═══ Input data ═══
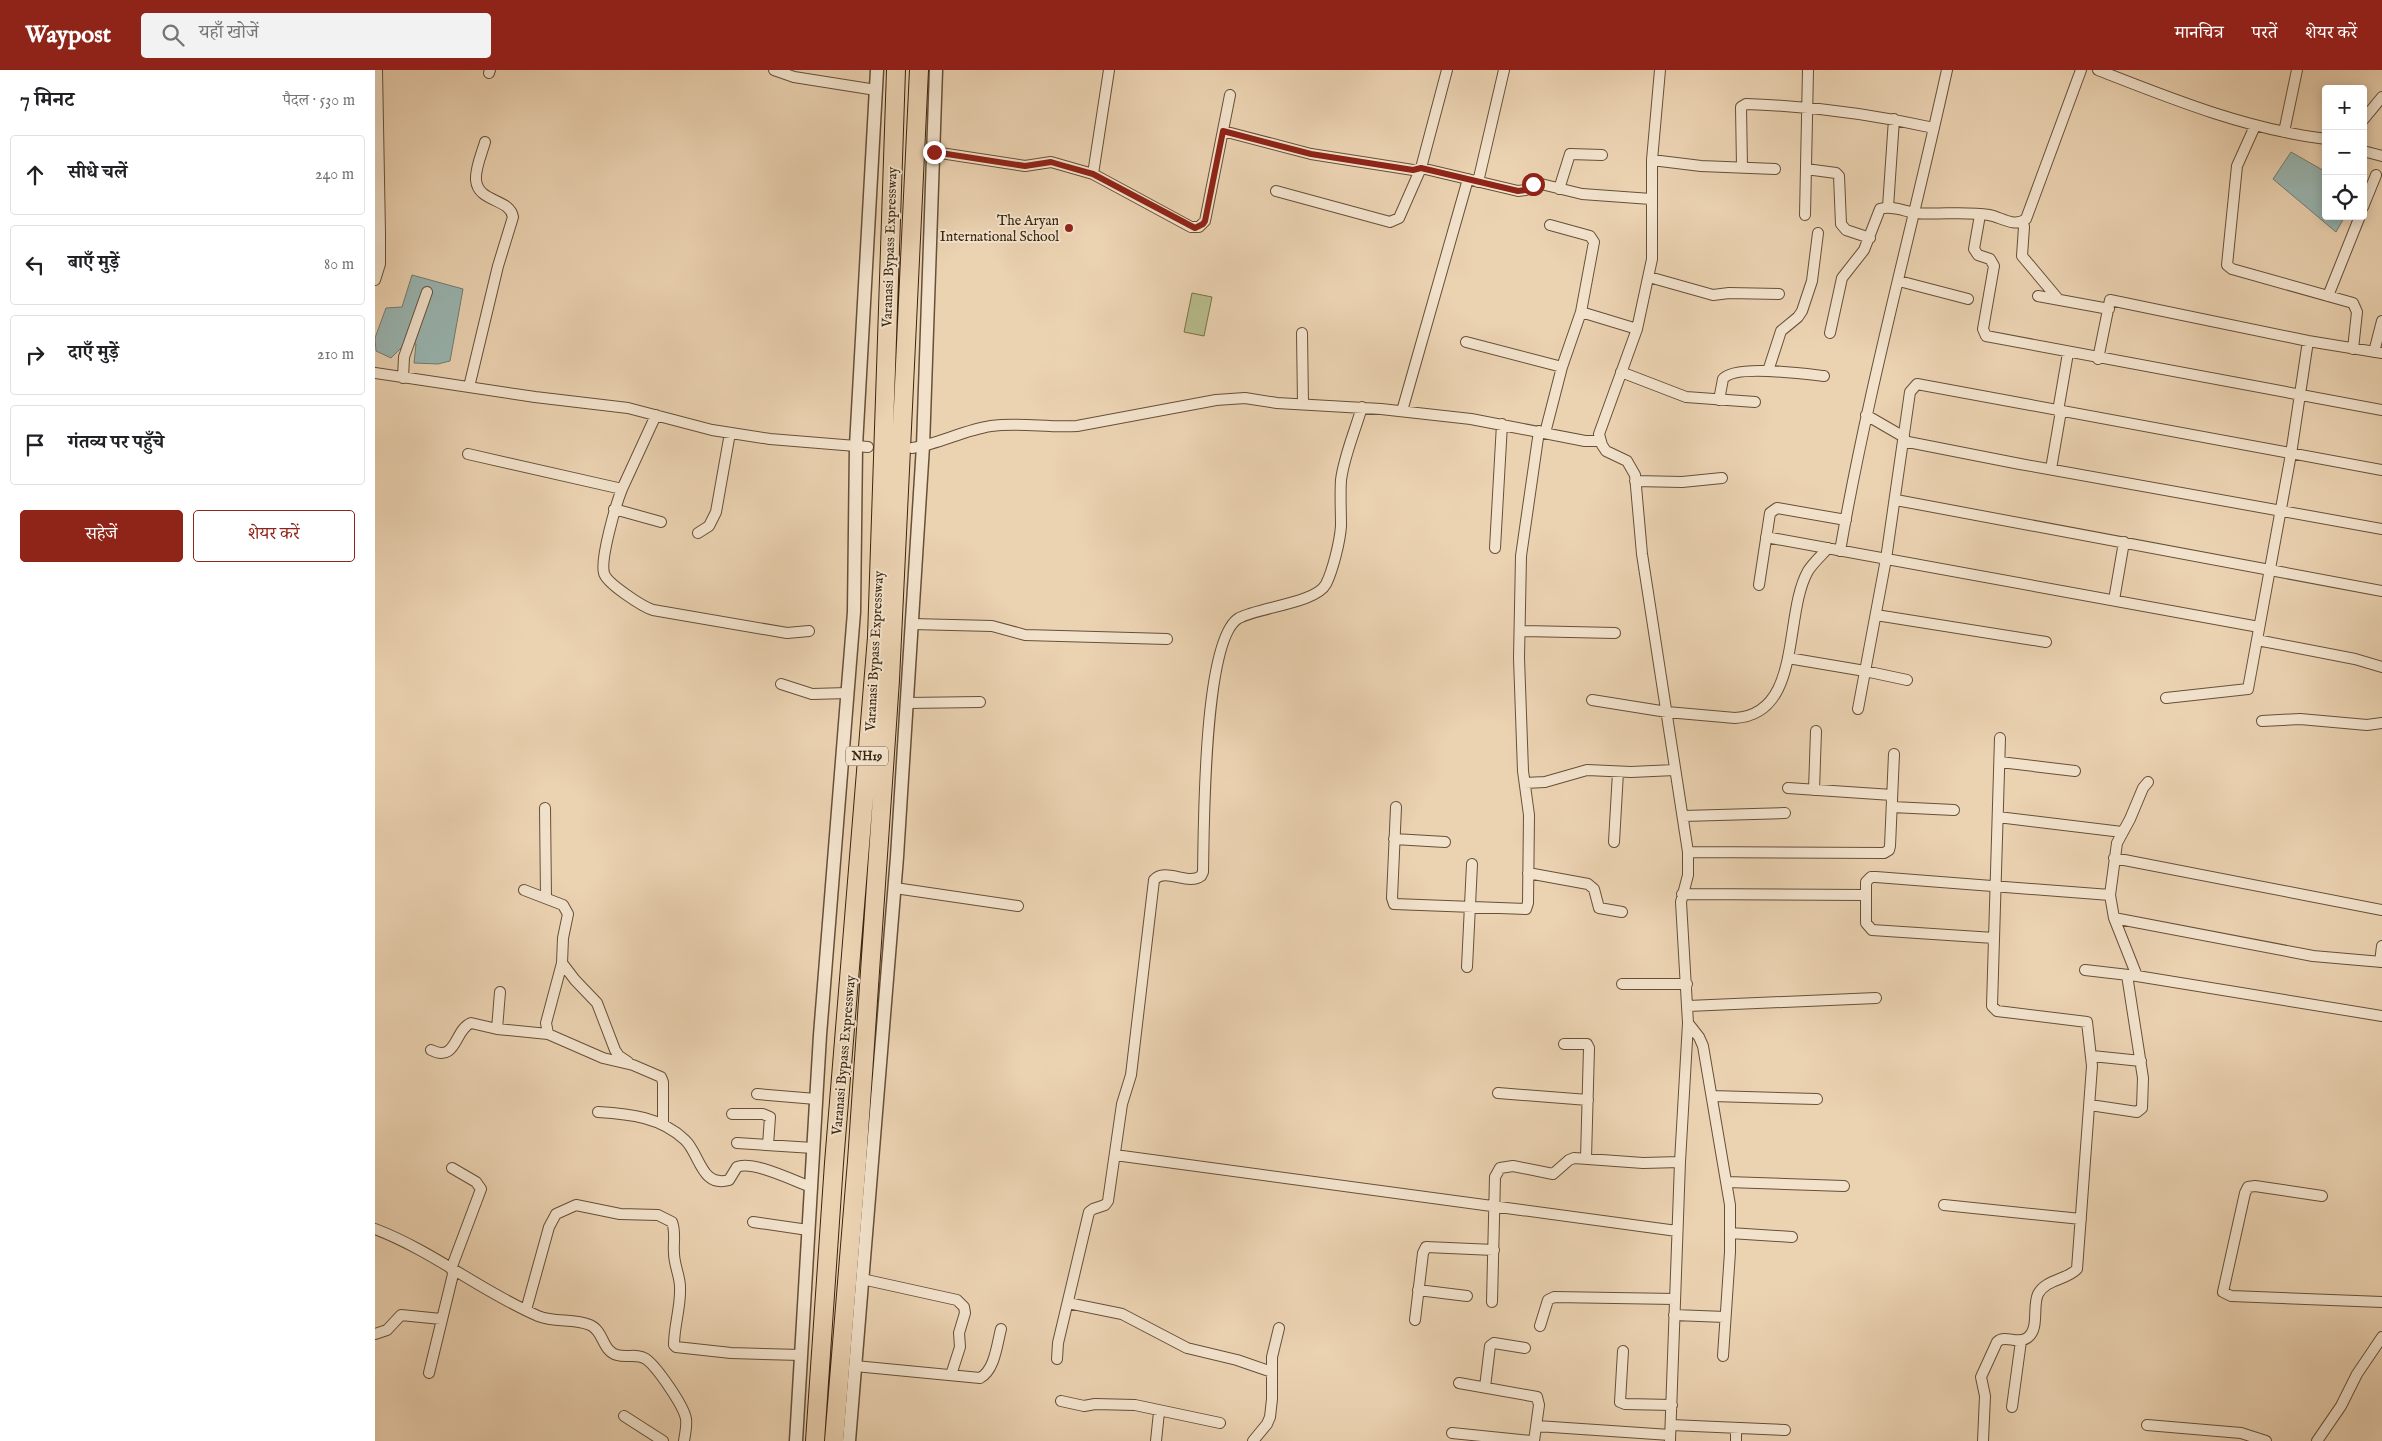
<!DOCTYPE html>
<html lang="hi">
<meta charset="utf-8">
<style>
:root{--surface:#fff;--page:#f2f2f2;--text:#202124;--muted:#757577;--line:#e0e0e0;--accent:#8f2418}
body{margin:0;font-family:"IM FELL English","Noto Serif Devanagari",serif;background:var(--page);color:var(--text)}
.controls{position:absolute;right:15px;top:15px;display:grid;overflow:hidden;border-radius:5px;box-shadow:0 2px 12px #0003}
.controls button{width:45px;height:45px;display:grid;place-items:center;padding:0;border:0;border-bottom:1px solid var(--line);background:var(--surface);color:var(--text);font:25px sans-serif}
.stop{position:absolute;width:15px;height:15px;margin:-11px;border:4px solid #8f2418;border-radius:50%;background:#fff}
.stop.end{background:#8f2418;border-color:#fff;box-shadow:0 1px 5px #0008}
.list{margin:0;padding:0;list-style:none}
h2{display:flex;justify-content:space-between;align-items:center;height:65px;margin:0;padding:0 20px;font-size:21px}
h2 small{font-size:16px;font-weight:400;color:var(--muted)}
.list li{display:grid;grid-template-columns:32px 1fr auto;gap:15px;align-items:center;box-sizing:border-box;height:80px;margin:0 10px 10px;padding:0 10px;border:1px solid var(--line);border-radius:5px}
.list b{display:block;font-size:19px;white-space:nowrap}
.list em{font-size:16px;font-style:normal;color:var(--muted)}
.actions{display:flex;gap:10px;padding:15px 20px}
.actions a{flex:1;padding:11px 0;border:1px solid var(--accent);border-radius:5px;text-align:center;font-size:18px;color:var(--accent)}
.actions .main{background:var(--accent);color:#fff}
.icon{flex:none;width:28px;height:28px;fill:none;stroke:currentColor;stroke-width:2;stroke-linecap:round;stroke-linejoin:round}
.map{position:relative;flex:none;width:2007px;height:1371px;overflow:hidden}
header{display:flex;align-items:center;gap:30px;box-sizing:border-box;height:70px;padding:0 25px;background:var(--accent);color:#fff}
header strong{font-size:24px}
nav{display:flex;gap:28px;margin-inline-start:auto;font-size:18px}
.search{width:350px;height:45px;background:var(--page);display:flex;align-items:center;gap:12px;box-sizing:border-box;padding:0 18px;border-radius:5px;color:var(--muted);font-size:19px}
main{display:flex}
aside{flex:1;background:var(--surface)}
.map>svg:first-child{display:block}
.green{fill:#b8bb8b;stroke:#78704d}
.water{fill:#99b6b2;stroke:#737c71}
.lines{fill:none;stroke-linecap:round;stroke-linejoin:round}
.minor-casing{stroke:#665038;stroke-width:12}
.tertiary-casing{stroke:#665038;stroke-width:15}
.trunk-casing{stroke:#39240f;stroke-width:20}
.minor{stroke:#f2e2cc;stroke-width:10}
.tertiary{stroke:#f2e2cc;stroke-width:12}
.trunk{stroke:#ebd2b1;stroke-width:18}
.route{stroke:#8f2418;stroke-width:6}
.poi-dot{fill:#8f2418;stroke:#f2e2cc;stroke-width:2}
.labels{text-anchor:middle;stroke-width:4;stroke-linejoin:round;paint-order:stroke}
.shield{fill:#f2e2cc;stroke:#705d48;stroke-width:1}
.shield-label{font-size:12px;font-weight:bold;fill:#39240f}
.poi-label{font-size:14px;fill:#39240f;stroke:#f2e2cc;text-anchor:end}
.street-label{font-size:14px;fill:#39240f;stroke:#f2e2cc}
</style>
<header>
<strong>Waypost</strong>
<div class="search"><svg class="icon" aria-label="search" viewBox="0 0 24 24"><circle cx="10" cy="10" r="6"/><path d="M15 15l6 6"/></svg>यहाँ खोजें</div>
<nav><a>मानचित्र</a><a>परतें</a><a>शेयर करें</a></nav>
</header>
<main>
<aside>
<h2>7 मिनट<small>पैदल · 530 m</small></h2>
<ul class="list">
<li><svg class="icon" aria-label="ahead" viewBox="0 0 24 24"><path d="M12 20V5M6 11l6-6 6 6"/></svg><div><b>सीधे चलें</b></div><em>240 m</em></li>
<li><svg class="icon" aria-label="left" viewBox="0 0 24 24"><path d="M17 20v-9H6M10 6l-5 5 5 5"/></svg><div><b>बाएँ मुड़ें</b></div><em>80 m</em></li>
<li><svg class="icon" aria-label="right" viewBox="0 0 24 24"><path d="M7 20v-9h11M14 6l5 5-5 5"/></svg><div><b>दाएँ मुड़ें</b></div><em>210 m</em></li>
<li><svg class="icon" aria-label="arrive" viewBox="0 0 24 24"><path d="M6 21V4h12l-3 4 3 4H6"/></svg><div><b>गंतव्य पर पहुँचे</b></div></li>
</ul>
<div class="actions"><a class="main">सहेजें</a><a>शेयर करें</a></div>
</aside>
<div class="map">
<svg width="2007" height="1371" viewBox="0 0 2007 1371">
<rect width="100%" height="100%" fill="#ebd2b1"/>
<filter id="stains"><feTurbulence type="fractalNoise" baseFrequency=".004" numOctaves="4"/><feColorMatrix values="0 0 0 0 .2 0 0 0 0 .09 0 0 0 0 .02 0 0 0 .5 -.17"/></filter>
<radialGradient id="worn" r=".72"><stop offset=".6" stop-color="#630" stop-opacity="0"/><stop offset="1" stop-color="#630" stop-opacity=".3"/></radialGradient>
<path class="green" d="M817 223 837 227 829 266 809 262Z"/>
<path class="water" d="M1916 82 1951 102V146H1970L1961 162 1898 109Z
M37 205 88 219 75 291 63 294 39 293 41 274 31 273 16 288 1 281 0 268 11 238 27 237Z"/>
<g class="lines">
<g class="minor-casing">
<path id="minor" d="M399 0 419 7 501 20
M1285 0 1277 90V189L1262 259 1224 364 1227 375 1231 381 1252 391 1260 405 1267 484 1313 782V805L1306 832 1313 953 1305 1092 1295 1371
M1723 0C1797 29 1871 59 1951 69
M114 3 115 0
M1988 50 2007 27
M1880 56 1862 96 1852 195 1857 199 1978 233 1982 242 1978 279
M848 61 936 84 1038 100 1046 98 1143 121 1151 120 1162 113 1207 124 1276 129
M1909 62 1922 0
M1988 81 2007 86
M559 82 650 96 676 92 718 104 734 0
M1277 90 1326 96 1400 99
M1367 97 1366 37 1371 34C1436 36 1496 44 1559 58
M1431 99 1461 103 1464 106 1466 154 1471 160 1495 168
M718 104 816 157H824L830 151 855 25
M1103 112 1129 0
M1184 119 1195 84 1227 85
M901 121 1015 152 1024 148 1046 98 1072 0
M1513 137 1519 49
M1988 137 2001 105
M1430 145 1433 0
M1605 145 1599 179 1603 185 1615 189 1619 196 1608 259 1611 266 2007 340
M1648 152 1649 157 1647 186 1684 230
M1274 207 1338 225 1354 223 1404 224
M0 210 5 194V164L2 0
M1524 211 1593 229
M1663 226 1734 239
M1953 226 1985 146
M1206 242 1262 259
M927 263 928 334
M1455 263 1467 208 1489 180 1505 139C1516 135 1529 141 1540 143 1564 145 1590 141 1614 145 1626 147 1639 158 1651 149L1706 0
M1091 272 1187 297
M1999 282 2007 251
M1723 289 1735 230 1933 271 2007 283
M1393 301 1406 261 1423 247 1427 241 1437 211 1443 163
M1246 302 1311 327 1380 332
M0 303 160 327 253 338 337 360 395 369 493 377
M28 308 29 287 52 222
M94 317 123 196 138 147C135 128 103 133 101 110 100 98 107 83 110 72
M1344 330 1348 309C1359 294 1431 304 1449 306
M1027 341 1093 109
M1683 341 1693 283
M1491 345 1529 367
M1170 363 1187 297 1206 242 1219 172 1215 166 1175 155
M1528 371 1645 394 2007 459
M537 378C564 374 589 360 616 356 645 352 673 358 702 356L841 330 870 328 902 333 1006 339 1096 349 1210 371H1225
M93 384 247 419 281 345
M1676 399 1686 341
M1260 411 1307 412 1347 408
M247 419C241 434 225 489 229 503 231 513 268 537 278 540L412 563 434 561
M1521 430 2007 521
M239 439 286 452
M323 463 334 456 341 442 355 363
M1391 467 1884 557
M1120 478 1127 354
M1465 481C1493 319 1537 160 1572 0
M1384 515 1395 443 1402 438 1471 450
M1739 530 1749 472
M1501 545 1671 572
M537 554 617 556 650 565 792 569
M1145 561 1240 563
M1882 570 1980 589 2007 597
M1413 588 1490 601 1532 610
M406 614 437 624 473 623
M1791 628 1873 619 1916 384 1933 271
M1217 630 1292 642 1360 648C1428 644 1408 545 1433 501 1438 493 1446 486 1453 478
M532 633 605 632
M1483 639 1511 489 1535 322 1542 314 2007 400
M1887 651 1925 649 1992 655 2007 653
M1625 692 1700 701
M1150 713 1170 712 1212 700 1256 702 1300 700
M1413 718 1517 725
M1439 720 1441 661
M1021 737 1017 828 1019 834 1151 839 1153 833 1154 745 1148 701 1144 588 1146 486 1164 361
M1517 737 1579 740
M170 738 171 828
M1308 746 1410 743
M1623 747 1747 762
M1019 769 1070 772
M1239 772 1243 702
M1313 782 1509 783 1514 780 1515 776 1519 684
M1739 788 2007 840
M1153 803 1213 814 1219 819 1224 838 1247 842
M520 818 643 836
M149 820 188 835 193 844 188 868 187 893 171 953 173 964 228 988 258 995 286 1007 288 1012V1054
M1307 824 1490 825
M1735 825 1742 773 1755 749 1768 718 1773 712
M1739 848 1938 886 2007 892
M1619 868 1497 860 1491 853V812L1496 807H1501L1735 825 1739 848 1762 906
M2005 892 2007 876
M187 893 200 910 222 933 240 980 244 986 253 992
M1092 897 1097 794
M1710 900 1762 906 2007 946
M1247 914H1312
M1313 936 1501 928
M1313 953 1324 967 1328 976 1355 1135V1182L1348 1286
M122 959 125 922
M1189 974H1212L1214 978 1211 1088
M56 980C82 993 79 960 96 953L122 959 173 964
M1717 986 1766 991
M1123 1023 1213 1030
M382 1024 441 1029
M1337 1026 1442 1029
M1715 1035 1762 1042 1767 1038 1768 1008 1752 905
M223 1042C255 1044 286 1047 310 1070 325 1084 326 1118 354 1110L362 1097C377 1090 419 1111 436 1117
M357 1044H388L395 1047 393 1075
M362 1073 438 1078
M740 1085 1302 1161
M1352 1112 1469 1116
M1947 1126 1880 1116 1873 1117 1870 1123 1848 1222 1856 1226 2007 1232
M1569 1135 1706 1149
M378 1152 433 1160
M0 1159C58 1181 107 1222 163 1246 180 1253 199 1248 215 1255 229 1261 227 1281 242 1285 252 1288 262 1283 271 1289 282 1297 309 1336 311 1349 312 1356 310 1364 309 1371
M1355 1163 1417 1167
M76 1199 106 1119 101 1112 77 1098
M487 1209 582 1230 589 1237 590 1243 584 1263 585 1277 576 1305
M1043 1220 1092 1226
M1117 1232 1120 1107 1125 1098 1138 1096 1178 1104 1194 1090 1199 1088 1268 1093 1305 1092
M693 1233 747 1244 812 1278 862 1290 897 1302
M151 1240 174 1157 181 1144 201 1135 245 1144 283 1145 297 1152C301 1162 298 1173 299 1183 299 1195 305 1206 305 1217 306 1237 299 1255 299 1275L301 1277 356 1283 426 1285
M1299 1245 1350 1247
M1040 1250 1048 1183 1051 1177 1119 1180
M1165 1256 1173 1230 1179 1227 1300 1229
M0 1264 12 1260 26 1245 66 1249
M1248 1281 1245 1332 1250 1334 1297 1335
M682 1289 683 1273 714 1142 718 1139 730 1135 733 1131 747 1034 756 1005 779 810C790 797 813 816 826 806L828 802C829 759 828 568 864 548 885 537 941 533 951 514 958 500 965 471 966 456 966 441 965 425 966 410 969 386 980 361 987 337
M480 1296 605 1308C620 1300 622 1274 626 1259
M54 1303 79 1200
M1084 1313 1162 1327 1164 1335 1159 1371
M1110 1317 1115 1276 1119 1273 1150 1278
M686 1331 709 1336 720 1334 760 1335 845 1353
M1637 1337 1646 1271
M249 1346 288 1371
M1296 1355 1410 1360
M1772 1355 1866 1363 1891 1371
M1162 1356 1295 1365
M1077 1363 1156 1371
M781 1371 784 1342
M878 1371 892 1354 895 1347 897 1329V1287L904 1258
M1361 1371V1358
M1608 1371 1610 1326 1606 1307 1622 1272C1630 1264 1642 1275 1652 1268 1665 1259 1657 1237 1663 1224 1671 1209 1692 1210 1702 1199L1717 996 1712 952 1622 941 1617 936 1625 668
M1942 1371 1966 1336 1982 1304 2007 1267"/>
</g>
<g class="tertiary-casing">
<path id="tertiary" d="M421 1371 445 965 479 542 481 376 502 0
M474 1371 522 787 548 376 561 0"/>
</g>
<g class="trunk-casing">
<path id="trunk" d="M440 1371 459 1093 502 567 521 0
M459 1371 482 1091 515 610 544 0"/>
</g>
<use href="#minor" class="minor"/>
<use href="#tertiary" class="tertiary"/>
<use href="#trunk" class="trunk"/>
</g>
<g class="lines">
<path class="route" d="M559 82 650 96 676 92 686 95 718 104 820 158 828 154 830 151 848 61 936 84 1038 100 1046 98 1143 121 1151 120 1158 114"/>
</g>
<circle class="poi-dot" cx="694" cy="158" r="5"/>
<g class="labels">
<rect class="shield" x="471" y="676.5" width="42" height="19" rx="4"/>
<g class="shield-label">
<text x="492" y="690">NH19</text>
</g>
<g class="poi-label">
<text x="684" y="155">The Aryan<tspan x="684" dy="16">International School</tspan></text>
</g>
<g class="street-label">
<text transform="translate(514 177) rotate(-88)" y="5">Varanasi Bypass Expressway</text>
<text transform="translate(499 581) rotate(-87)" y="5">Varanasi Bypass Expressway</text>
<text transform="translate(468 985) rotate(-85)" y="5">Varanasi Bypass Expressway</text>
</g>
</g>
<rect width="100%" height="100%" filter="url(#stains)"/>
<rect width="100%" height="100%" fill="url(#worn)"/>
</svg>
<div class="controls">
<button>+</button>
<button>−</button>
<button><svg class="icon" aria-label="locate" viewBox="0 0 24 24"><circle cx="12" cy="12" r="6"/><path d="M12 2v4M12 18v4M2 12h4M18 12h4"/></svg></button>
</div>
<div class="stop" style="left:1158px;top:114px"></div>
<div class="stop end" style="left:559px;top:82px"></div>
</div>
</main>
═══
* [Work item]
The required reply is the count of lines in the entries above where the string "shadow" appears, and nothing more.

* [Finished exercise]
2